L’automne sans fin de Sophia
Quand la tristesse se fait mode, Robin Proper-Sheppard, l’âme derrière Sophia, ne se contente pas d’effleurer le spleen : il l’orchestre dans “People Are Like Seasons”, un album où les saisons de l’âme tournent comme une boussole intérieure et où le rock triste, quelque part entre le slowcore des années 90 et une réinvention plus électrique, retrouve une jeunesse crépusculaire.

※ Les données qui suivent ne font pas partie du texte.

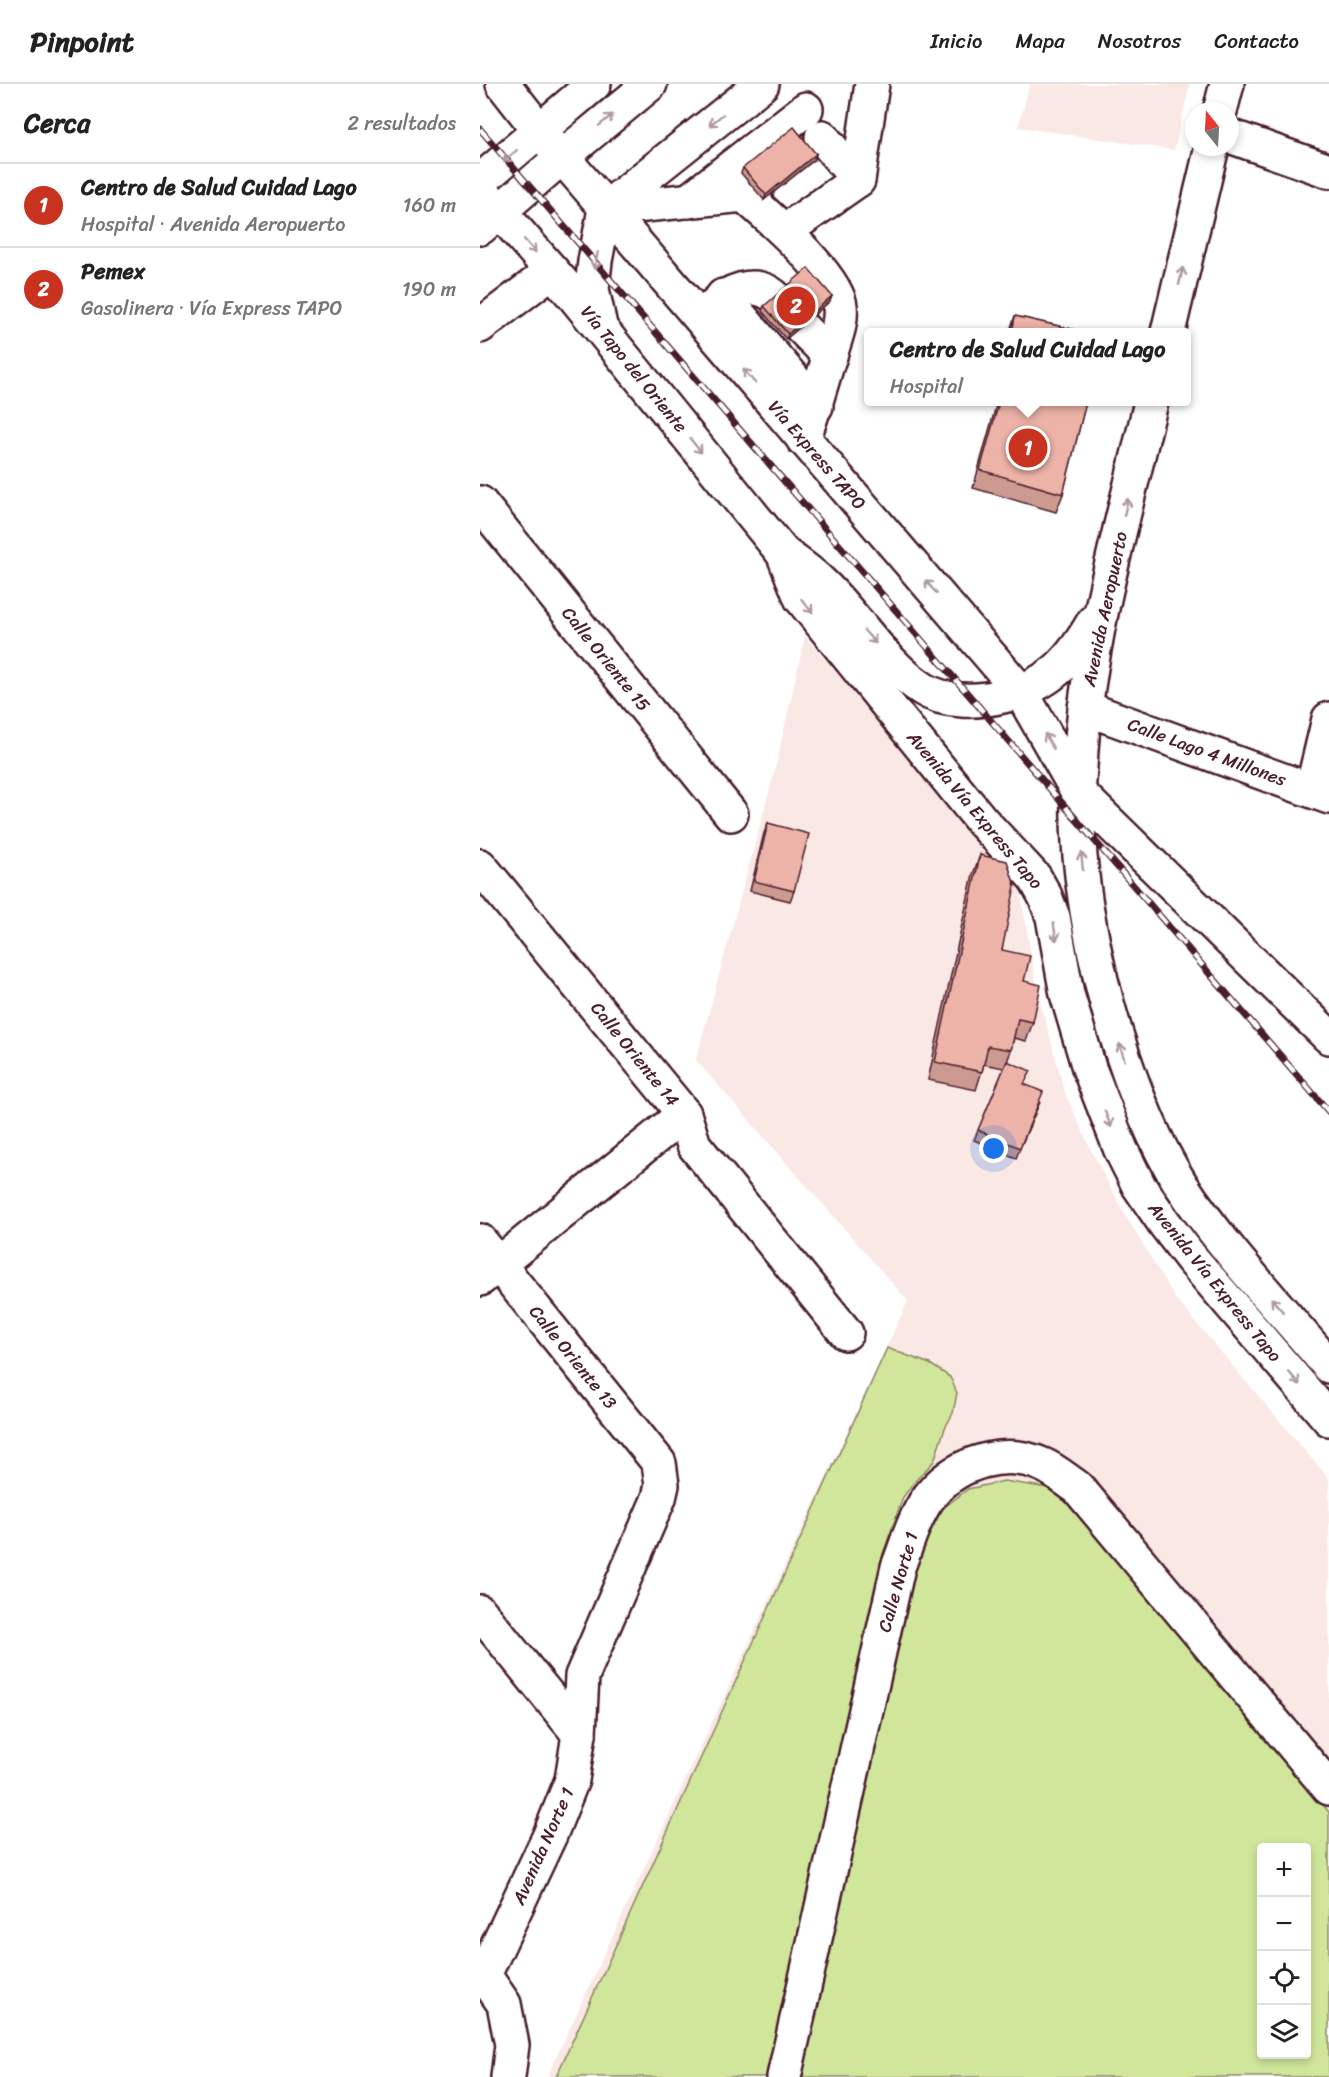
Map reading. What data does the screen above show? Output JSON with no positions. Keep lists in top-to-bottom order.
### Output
{
  "streets": {
    "main road": [
      "Vía Tapo del Oriente",
      "Vía Express TAPO",
      "Avenida Aeropuerto",
      "Calle Oriente 15",
      "Calle Lago 4 Millones",
      "Avenida Vía Express Tapo",
      "Calle Oriente 14",
      "Calle Oriente 13",
      "Calle Norte 1",
      "Avenida Norte 1"
    ]
  },
  "crossings": [
    ["Vía Tapo del Oriente", "Avenida Vía Express Tapo"],
    ["Vía Express TAPO", "Avenida Aeropuerto"],
    ["Vía Express TAPO", "Avenida Vía Express Tapo"],
    ["Avenida Aeropuerto", "Calle Lago 4 Millones"],
    ["Avenida Aeropuerto", "Avenida Vía Express Tapo"],
    ["Calle Oriente 13", "Avenida Norte 1"]
  ],
  "one_way": ["Vía Express TAPO", "Avenida Aeropuerto"],
  "north": "top",
  "page": {
    "header": "Pinpoint",
    "nav": [
      "Inicio",
      "Mapa",
      "Nosotros",
      "Contacto"
    ],
    "heading": ["Cerca", "2 resultados"],
    "list": [
      {
        "mark": "1",
        "name": "Centro de Salud Cuidad Lago",
        "note": "Hospital · Avenida Aeropuerto",
        "value": "160 m"
      },
      {
        "mark": "2",
        "name": "Pemex",
        "note": "Gasolinera · Vía Express TAPO",
        "value": "190 m"
      }
    ],
    "pins": ["2", "1"],
    "popup": ["Centro de Salud Cuidad Lago", "Hospital"],
    "map_buttons": ["+", "−"]
  }
}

Youpi ! Le rock triste redevient à la mode. L’album de Sophia, au titre poétique (People Are Like Seasons / Les gens sont comme les saisons), est une frondaison de guitares dépressives. Pour qui s’est ouvert au rock à vingt ans avec des groupes comme Red House Painters, American Music Club ou Palace (des groupes que Les Inrocks ont qualifié de “mornes in the U.S.A.” en 1996), cet album est un véritable bain de jouvence. Un bain dans des eaux boueuses tant elles sont tristounes. Une thalasso de l’âme en quelque sorte.
La musique comme thalasso de l’âme, c’est précisément l’histoire de Robin Proper-Sheppard, l’homme qui se cache derrière le pseudo Sophia (il a enregistré et produit ce quatrième album sans aucune influence et intervention extérieure), puisqu’ayant commencé sa carrière avec le groupe The God Machine (fondé en 1990 à San Diego) avant de subir un choc en 1993 en perdant l’un des membres du groupe, le bassiste Jimmy Fernandez, mort d’une tumeur au cerveau. En réaction, le groupe ne tournera plus après la sortie du dernier album auquel le défunt avait participé, et s’arrêtera tout bonnement.
Robin va plus loin : pour lui, plus question de faire de la musique dans la frénésie classique du rock. Il se contentera de publier celle des autres sur son label, The Flower Shop Recordings, devenant passeur autant qu’aiguilleur de tristesse sonique. Ce n’est qu’en 1996 qu’il lancera l’aventure Sophia, avec l’album “Fixed Water”. On comprend mieux d’où vient la tristesse de Sophia, même si cet album finit sur une chanson apaisée : celle d’un homme qui dit vouloir se poser pour regarder les gens dans la rue partir vers la plage, s’asseoir dans le soleil et prendre une bière… en attendant le prochain trauma. Music Mania
“People Are Like Seasons” est, pour beaucoup, le disque qui voit Proper-Sheppard composer avec ses propres saisons intérieures plutôt que de simplement exorciser le passé. Le titre lui-même, comme il l’a expliqué dans une interview, renvoie à l’idée que “les gens sont comme les saisons, ils changent, tout le monde change”, une métaphore de l’impermanence humaine et des mutations émotionnelles qui façonnent chaque morceau.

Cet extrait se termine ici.